Matillion Dpc Pre - Datahub

Overview

The matillion-dpc module ingests metadata from Matillion Data Productivity Cloud (DPC) into DataHub. It extracts pipelines, streaming pipelines, projects, environments, execution history, and table and column-level lineage via the Matillion OpenLineage API.

Prerequisites

Obtain API Credentials

The connector uses OAuth2 client credentials and automatically handles token generation and refresh.

Log into Matillion Data Productivity Cloud as a Super Admin
Navigate to Profile & Account → API credentials
Click Set an API Credential
Provide a descriptive name (e.g., "DataHub Integration")
Assign an Account Role with read permissions to required APIs
Click Save and immediately copy the Client Secret (not shown again)
Note the Client ID (remains visible)

For detailed instructions, see Matillion API Authentication.

Required Permissions

The API credentials must have an Account Role with Read permissions to:

Projects (/v1/projects)
Environments (/v1/environments)
Pipelines (/v1/pipelines)
Schedules (/v1/schedules)
Lineage Events (/v1/lineage/events)
Pipeline Executions (/v1/pipeline-executions) - optional
Streaming Pipelines (/v1/streaming-pipelines) - optional

If using an account role other than Super Admin, grant project and environment-level roles as needed.

See Matillion RBAC documentation for details.

Lineage and Dependencies

The connector automatically extracts:

Table and Column-Level Lineage - From OpenLineage Events API (/v1/lineage/events) (docs)
Operational Metadata - Pipeline execution history from Pipeline Executions API (/v1/pipeline-executions) emitted as DataProcessInstance entities (docs)
Child Pipeline Dependencies - Automatically tracks when pipelines call other pipelines, creating step-to-step dependency relationships for comprehensive pipeline orchestration visibility

OpenLineage Namespace Mapping (Optional)

Optional: Map OpenLineage namespace URIs to DataHub platform instances for lineage connections. If not configured, the connector extracts platform type from URIs (e.g., postgresql://... → postgres) with default environment (PROD).

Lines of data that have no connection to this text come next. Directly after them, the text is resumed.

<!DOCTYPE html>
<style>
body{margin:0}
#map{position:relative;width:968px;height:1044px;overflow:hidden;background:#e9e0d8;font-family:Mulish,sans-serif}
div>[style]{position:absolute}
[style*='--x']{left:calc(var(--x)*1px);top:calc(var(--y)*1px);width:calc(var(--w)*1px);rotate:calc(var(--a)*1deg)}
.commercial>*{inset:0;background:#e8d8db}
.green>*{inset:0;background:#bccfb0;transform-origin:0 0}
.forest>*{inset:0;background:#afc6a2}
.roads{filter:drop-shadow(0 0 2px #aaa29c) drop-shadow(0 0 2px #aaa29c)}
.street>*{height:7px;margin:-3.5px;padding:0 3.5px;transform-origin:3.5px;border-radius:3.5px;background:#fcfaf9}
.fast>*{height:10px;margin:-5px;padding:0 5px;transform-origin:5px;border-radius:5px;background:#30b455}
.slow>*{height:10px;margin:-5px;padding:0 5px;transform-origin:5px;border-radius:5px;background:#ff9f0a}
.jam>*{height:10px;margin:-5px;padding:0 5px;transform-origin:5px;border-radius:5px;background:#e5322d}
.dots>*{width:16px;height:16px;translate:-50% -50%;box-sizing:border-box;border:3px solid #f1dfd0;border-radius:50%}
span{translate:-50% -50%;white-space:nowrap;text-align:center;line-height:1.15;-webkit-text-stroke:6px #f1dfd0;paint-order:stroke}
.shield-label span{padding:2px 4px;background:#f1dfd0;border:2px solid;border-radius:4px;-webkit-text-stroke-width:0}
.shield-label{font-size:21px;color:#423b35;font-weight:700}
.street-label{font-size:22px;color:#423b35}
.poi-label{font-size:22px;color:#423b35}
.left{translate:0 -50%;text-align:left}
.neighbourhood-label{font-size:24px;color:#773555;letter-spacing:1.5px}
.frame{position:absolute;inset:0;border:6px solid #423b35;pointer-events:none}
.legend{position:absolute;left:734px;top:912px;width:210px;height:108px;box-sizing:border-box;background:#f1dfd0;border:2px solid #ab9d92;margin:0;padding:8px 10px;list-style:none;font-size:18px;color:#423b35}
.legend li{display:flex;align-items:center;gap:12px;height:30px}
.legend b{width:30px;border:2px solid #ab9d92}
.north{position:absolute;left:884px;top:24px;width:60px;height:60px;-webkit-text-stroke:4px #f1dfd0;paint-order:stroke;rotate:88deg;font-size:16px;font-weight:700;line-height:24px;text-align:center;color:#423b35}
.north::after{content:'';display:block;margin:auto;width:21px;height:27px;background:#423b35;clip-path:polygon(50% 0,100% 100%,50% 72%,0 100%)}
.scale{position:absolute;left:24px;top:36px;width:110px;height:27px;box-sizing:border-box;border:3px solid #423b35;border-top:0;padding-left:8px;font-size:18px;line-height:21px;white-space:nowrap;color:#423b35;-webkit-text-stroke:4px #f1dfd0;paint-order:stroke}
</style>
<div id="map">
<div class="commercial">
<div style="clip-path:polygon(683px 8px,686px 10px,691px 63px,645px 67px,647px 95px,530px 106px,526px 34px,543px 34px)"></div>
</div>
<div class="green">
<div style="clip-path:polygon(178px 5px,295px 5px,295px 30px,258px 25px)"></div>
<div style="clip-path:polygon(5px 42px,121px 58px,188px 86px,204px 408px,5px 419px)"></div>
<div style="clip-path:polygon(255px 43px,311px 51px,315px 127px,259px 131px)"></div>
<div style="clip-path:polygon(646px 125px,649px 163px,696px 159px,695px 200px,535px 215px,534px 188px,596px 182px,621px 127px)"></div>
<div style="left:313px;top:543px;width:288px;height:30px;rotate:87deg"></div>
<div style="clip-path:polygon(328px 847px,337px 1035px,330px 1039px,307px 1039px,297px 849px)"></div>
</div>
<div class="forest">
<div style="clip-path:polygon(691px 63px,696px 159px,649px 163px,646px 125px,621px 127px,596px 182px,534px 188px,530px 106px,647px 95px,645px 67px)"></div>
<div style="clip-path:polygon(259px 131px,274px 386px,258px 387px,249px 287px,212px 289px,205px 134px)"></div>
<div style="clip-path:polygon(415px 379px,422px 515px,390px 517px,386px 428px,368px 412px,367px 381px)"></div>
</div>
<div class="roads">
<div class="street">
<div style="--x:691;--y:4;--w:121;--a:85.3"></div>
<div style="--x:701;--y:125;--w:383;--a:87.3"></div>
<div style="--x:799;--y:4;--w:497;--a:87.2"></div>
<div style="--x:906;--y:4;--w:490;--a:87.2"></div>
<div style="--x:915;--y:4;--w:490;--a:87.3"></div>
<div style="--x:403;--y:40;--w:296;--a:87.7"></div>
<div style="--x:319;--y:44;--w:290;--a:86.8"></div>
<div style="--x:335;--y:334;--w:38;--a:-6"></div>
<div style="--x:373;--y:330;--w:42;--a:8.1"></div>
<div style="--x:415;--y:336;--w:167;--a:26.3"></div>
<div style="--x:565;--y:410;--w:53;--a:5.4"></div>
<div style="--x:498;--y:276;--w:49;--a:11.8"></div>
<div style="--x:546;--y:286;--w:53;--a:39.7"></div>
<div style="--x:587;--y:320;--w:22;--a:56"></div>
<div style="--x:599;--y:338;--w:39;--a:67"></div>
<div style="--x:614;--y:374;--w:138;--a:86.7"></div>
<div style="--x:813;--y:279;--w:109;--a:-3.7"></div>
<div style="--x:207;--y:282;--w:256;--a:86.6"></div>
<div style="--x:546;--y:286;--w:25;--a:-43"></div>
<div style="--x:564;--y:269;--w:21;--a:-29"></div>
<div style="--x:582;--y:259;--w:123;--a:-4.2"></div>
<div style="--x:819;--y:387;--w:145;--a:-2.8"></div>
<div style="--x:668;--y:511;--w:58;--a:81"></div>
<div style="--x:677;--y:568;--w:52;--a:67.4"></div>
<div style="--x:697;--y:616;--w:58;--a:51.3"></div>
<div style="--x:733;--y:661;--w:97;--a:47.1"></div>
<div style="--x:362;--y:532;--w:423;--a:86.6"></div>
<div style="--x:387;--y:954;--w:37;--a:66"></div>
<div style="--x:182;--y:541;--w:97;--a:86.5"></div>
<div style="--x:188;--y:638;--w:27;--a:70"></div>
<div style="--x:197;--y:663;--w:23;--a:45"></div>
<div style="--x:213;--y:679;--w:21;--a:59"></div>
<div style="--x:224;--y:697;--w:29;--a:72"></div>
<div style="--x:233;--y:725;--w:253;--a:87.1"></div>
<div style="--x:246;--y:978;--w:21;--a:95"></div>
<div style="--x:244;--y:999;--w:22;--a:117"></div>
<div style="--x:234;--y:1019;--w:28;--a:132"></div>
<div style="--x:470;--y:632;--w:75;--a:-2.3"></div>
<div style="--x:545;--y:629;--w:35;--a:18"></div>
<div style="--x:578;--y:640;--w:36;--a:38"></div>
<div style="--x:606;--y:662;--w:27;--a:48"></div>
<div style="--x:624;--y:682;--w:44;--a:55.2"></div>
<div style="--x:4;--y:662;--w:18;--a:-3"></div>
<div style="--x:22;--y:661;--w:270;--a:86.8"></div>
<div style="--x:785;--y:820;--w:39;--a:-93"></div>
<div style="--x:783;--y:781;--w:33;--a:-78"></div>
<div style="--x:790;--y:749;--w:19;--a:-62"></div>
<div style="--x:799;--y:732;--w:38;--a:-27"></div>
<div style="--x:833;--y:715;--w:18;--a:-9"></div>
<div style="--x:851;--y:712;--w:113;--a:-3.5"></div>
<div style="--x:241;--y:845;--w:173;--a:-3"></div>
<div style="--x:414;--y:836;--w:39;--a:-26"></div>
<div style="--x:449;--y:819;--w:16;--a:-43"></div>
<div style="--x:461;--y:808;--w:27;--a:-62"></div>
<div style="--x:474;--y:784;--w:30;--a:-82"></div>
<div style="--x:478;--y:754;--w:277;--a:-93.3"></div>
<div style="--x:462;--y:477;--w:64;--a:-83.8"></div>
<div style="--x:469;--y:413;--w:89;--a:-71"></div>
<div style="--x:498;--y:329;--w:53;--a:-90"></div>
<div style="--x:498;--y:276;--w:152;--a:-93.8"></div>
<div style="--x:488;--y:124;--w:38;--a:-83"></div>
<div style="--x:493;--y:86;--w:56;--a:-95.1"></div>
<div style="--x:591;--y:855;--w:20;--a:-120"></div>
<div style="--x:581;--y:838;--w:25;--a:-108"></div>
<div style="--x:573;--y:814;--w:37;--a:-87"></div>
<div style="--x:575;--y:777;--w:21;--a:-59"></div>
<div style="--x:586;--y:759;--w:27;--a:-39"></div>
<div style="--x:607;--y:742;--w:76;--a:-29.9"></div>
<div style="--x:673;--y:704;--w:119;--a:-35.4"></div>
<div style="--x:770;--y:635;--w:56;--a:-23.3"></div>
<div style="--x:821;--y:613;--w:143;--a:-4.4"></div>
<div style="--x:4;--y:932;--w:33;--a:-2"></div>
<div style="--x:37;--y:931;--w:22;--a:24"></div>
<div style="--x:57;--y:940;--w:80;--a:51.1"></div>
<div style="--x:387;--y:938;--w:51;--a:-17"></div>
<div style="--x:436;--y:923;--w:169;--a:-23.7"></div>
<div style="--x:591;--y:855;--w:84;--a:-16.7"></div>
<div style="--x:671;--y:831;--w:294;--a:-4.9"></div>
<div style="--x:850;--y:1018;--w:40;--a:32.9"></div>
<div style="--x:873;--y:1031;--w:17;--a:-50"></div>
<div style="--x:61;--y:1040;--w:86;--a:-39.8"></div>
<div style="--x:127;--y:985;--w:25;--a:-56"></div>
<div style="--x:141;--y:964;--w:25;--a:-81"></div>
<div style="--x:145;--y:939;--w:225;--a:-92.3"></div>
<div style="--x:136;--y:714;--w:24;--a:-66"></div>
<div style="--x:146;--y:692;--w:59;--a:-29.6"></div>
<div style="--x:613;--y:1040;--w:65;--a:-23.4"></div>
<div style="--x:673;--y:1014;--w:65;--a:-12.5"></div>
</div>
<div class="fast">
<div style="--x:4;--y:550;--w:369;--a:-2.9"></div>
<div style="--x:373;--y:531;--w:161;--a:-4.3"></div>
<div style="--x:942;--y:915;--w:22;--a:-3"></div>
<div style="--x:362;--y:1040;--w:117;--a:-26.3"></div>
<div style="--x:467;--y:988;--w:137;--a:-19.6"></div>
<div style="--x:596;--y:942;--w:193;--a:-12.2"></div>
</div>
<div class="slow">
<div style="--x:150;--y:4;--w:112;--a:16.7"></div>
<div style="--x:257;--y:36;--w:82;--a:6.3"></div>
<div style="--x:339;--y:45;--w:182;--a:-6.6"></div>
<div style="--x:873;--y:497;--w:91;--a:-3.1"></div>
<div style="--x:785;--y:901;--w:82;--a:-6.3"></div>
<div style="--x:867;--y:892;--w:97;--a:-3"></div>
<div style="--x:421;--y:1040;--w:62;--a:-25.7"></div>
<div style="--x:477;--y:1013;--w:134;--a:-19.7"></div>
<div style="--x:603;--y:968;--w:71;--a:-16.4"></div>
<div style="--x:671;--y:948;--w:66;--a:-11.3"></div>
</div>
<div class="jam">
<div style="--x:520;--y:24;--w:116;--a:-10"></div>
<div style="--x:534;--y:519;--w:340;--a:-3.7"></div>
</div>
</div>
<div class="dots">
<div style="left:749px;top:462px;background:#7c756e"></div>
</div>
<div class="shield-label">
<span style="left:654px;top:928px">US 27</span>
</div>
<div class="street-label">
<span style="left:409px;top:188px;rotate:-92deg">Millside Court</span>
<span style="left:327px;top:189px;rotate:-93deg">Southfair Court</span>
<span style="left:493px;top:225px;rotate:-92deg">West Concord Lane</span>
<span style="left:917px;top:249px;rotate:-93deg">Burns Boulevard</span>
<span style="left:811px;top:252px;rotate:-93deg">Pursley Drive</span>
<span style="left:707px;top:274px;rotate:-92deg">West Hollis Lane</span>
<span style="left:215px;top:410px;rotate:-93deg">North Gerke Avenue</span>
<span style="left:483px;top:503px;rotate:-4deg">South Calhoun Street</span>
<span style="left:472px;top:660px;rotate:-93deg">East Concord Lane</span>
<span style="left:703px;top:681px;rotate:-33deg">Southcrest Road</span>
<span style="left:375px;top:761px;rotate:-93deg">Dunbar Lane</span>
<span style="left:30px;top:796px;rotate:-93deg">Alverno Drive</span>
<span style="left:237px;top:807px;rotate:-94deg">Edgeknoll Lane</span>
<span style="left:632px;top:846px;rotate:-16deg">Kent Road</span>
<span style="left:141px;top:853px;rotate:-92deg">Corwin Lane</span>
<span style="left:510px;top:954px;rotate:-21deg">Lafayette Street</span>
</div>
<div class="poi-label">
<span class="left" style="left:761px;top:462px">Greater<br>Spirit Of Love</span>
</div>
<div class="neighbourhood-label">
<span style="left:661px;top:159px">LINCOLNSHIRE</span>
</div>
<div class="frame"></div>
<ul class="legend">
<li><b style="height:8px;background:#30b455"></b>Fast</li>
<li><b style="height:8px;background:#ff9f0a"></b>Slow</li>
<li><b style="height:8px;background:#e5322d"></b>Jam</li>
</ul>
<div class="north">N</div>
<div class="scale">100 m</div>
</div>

When to use: Configure this when you need lineage to connect to existing datasets with platform instances.

Example namespaces: postgresql://host:5432, snowflake://account.snowflakecomputing.com, bigquery://project

yaml

namespace_to_platform_instance:
  "postgresql://prod-db.us-east-1.rds.amazonaws.com:5432":
    platform_instance: postgres_prod
    env: PROD
    database: analytics
    schema: public

  "snowflake://prod-account.snowflakecomputing.com":
    platform_instance: snowflake_prod
    env: PROD
    convert_urns_to_lowercase: true

Platform instances must match those used when ingesting the source data platforms.